DATA UNDER STUDY START

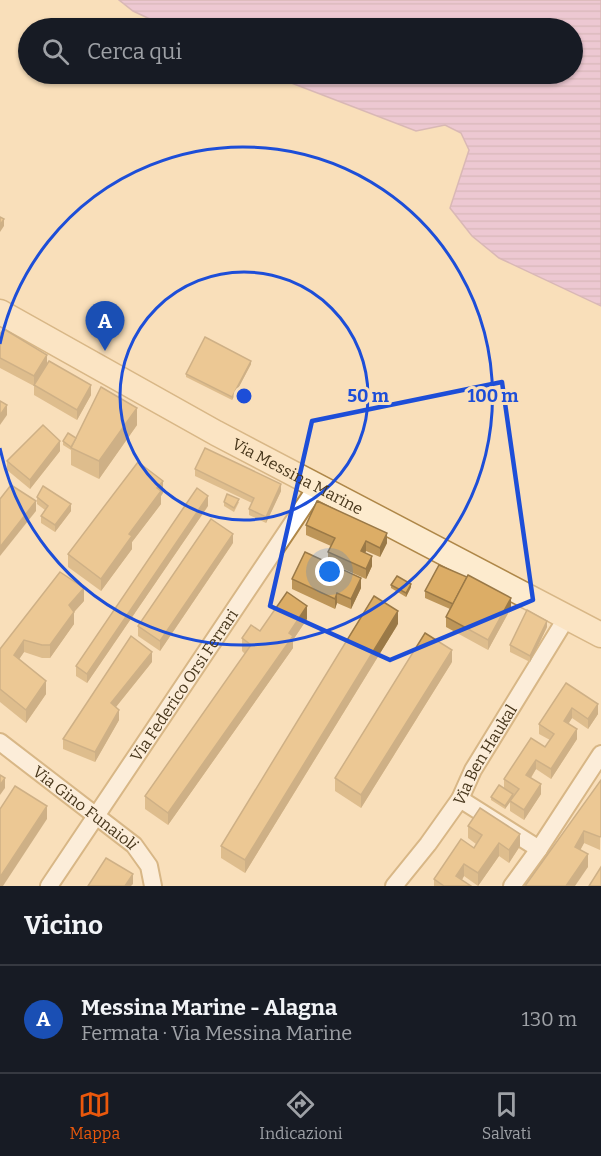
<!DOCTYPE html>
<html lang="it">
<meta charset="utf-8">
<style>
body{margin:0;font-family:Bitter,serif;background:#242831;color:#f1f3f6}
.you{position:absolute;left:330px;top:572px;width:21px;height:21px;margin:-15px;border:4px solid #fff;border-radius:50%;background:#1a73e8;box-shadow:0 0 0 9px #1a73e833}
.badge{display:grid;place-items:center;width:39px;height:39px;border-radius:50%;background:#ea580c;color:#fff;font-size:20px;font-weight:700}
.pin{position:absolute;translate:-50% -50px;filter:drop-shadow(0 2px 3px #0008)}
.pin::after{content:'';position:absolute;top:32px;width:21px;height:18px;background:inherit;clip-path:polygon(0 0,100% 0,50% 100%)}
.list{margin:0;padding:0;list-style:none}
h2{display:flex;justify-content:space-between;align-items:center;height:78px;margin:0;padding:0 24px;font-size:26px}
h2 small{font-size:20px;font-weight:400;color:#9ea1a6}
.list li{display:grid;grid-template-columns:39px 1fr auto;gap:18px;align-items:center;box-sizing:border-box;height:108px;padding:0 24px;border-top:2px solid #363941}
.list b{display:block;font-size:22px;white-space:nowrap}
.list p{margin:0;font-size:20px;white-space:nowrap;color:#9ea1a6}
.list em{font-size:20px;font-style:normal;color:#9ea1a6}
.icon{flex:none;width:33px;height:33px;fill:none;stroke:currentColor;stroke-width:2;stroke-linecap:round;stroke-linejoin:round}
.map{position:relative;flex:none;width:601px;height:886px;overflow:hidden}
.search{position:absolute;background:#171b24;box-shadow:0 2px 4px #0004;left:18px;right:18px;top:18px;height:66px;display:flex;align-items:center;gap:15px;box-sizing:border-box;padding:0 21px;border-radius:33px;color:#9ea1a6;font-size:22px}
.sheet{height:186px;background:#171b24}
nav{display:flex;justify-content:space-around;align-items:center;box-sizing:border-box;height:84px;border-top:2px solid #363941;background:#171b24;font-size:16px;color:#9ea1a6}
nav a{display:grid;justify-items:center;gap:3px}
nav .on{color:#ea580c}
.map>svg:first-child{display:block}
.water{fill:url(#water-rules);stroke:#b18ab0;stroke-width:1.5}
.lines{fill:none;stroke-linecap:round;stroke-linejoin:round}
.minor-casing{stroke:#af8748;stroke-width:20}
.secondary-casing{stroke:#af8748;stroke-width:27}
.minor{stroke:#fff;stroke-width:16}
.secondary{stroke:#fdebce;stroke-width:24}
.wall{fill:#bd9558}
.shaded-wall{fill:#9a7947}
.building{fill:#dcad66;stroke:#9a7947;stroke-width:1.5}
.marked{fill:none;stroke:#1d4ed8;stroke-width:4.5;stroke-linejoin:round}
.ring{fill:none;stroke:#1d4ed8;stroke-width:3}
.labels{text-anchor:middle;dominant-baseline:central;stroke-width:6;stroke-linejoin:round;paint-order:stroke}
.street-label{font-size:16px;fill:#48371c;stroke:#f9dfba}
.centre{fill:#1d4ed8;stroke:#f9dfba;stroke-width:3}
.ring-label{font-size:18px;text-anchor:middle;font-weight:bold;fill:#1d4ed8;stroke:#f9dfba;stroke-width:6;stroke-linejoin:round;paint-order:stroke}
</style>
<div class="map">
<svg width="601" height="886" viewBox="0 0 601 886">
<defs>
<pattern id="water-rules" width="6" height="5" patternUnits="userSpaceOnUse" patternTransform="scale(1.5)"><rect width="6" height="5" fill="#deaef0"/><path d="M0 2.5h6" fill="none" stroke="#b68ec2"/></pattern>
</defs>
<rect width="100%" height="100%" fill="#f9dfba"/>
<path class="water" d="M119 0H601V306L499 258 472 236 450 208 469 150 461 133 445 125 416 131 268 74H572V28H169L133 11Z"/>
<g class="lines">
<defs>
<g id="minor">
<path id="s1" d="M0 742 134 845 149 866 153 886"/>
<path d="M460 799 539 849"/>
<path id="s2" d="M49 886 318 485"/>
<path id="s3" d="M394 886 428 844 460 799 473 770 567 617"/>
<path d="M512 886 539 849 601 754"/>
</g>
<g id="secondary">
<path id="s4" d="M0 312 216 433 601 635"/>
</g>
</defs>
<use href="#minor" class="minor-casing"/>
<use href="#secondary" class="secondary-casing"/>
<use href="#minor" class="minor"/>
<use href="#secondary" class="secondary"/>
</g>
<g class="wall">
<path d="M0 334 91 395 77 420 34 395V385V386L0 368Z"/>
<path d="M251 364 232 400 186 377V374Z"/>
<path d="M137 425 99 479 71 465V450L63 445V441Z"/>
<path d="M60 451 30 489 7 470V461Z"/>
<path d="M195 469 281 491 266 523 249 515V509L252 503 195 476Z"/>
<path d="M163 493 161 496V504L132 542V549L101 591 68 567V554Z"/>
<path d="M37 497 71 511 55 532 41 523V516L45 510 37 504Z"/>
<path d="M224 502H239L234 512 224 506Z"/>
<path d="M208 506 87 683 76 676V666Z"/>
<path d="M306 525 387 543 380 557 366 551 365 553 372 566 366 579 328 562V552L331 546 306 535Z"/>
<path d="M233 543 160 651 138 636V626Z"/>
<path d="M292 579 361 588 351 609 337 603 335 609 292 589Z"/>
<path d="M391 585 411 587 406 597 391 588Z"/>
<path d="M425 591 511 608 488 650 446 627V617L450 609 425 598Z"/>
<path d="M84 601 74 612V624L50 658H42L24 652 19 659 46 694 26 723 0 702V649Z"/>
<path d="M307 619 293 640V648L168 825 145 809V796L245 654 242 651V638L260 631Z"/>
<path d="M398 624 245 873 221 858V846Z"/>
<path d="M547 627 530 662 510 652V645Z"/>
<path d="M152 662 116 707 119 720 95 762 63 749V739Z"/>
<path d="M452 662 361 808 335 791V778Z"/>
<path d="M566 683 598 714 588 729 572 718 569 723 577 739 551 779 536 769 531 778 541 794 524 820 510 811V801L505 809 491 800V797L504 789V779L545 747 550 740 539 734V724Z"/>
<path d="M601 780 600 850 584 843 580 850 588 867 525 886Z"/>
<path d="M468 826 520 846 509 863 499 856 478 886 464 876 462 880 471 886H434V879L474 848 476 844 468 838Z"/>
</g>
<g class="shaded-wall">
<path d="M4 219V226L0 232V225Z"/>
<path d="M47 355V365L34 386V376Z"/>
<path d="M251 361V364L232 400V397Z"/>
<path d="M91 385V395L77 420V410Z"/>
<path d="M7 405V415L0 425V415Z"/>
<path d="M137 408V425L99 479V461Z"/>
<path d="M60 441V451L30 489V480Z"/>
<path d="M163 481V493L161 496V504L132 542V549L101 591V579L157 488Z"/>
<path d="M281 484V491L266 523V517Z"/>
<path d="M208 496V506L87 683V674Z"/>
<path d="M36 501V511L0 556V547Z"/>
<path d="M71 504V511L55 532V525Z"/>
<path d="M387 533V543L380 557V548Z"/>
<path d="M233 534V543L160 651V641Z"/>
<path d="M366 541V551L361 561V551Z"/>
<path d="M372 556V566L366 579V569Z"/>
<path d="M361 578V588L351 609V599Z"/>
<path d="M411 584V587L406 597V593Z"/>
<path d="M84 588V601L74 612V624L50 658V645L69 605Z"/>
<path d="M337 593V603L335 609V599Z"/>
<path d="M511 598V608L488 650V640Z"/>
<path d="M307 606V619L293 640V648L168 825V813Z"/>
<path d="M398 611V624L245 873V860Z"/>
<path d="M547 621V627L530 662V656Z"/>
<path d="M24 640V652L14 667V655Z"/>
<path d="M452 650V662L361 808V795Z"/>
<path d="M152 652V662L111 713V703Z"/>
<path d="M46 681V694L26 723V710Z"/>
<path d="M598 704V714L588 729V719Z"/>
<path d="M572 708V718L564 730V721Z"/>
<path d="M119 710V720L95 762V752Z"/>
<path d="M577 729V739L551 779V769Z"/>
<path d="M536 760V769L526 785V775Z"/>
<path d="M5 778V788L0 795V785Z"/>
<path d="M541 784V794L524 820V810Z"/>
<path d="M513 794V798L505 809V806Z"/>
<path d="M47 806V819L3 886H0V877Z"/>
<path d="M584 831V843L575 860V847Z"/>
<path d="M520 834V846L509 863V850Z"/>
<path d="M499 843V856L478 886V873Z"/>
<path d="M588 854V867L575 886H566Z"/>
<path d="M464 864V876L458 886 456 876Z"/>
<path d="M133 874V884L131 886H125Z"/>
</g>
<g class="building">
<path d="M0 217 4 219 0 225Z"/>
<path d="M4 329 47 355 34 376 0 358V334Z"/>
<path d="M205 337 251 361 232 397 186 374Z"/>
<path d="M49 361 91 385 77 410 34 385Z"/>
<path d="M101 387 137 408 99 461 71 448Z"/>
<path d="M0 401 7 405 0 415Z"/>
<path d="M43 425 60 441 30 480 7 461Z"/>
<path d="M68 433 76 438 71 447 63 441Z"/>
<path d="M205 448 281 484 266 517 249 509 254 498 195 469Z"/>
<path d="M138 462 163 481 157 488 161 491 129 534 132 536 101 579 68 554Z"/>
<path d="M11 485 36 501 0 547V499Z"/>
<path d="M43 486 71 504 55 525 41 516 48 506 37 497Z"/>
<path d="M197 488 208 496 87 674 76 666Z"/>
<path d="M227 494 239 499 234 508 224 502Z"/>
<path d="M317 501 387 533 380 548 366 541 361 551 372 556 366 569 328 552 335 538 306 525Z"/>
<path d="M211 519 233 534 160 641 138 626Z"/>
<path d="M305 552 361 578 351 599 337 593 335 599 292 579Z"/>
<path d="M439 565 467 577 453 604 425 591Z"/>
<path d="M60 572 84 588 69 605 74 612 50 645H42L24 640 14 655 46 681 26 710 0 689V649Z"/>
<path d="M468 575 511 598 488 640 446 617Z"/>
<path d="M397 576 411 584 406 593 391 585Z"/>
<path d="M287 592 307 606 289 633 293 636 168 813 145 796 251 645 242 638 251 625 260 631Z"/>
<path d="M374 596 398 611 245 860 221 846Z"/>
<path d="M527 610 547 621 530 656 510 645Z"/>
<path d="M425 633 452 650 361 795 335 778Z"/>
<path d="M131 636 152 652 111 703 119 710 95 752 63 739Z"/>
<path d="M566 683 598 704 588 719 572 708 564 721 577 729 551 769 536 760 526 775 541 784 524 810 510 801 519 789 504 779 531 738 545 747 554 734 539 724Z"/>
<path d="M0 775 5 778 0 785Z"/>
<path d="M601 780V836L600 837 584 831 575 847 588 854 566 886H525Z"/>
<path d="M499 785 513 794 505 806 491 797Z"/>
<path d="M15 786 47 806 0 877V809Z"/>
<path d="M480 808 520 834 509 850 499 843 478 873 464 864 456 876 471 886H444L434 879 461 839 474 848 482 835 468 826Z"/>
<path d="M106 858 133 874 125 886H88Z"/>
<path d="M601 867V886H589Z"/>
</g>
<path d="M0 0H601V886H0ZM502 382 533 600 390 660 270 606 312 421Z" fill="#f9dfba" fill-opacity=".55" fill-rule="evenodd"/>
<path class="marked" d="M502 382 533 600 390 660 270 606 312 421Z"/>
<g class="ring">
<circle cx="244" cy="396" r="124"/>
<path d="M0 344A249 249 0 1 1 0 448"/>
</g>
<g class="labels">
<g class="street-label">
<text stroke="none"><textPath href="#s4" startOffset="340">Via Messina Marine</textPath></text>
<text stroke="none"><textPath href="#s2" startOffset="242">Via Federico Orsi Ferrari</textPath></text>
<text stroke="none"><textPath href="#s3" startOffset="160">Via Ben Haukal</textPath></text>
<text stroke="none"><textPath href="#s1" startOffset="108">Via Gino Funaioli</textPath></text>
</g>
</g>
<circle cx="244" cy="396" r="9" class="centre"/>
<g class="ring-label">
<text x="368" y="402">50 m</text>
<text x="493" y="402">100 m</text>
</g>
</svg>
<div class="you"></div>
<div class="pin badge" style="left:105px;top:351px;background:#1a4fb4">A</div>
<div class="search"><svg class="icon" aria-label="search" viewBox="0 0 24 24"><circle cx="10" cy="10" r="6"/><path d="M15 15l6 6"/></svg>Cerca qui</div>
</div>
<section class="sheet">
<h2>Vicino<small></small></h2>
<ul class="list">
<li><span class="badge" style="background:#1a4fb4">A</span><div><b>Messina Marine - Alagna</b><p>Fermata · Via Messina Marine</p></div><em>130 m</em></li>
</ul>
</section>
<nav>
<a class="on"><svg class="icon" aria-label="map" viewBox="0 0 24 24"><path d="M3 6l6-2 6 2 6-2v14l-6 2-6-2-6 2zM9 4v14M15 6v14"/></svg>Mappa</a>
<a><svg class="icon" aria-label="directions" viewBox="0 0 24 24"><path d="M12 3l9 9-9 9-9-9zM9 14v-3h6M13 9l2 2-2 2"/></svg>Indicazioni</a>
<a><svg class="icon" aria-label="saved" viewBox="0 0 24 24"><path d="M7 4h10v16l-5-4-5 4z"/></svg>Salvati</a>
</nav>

DATA UNDER STUDY END

** EXERCISE **
Lines of the material may hold the string "list". Copy each one that does.

** COMPLETED TASK **
.list{margin:0;padding:0;list-style:none}
.list li{display:grid;grid-template-columns:39px 1fr auto;gap:18px;align-items:center;box-sizing:border-box;height:108px;padding:0 24px;border-top:2px solid #363941}
.list b{display:block;font-size:22px;white-space:nowrap}
.list p{margin:0;font-size:20px;white-space:nowrap;color:#9ea1a6}
.list em{font-size:20px;font-style:normal;color:#9ea1a6}
<ul class="list">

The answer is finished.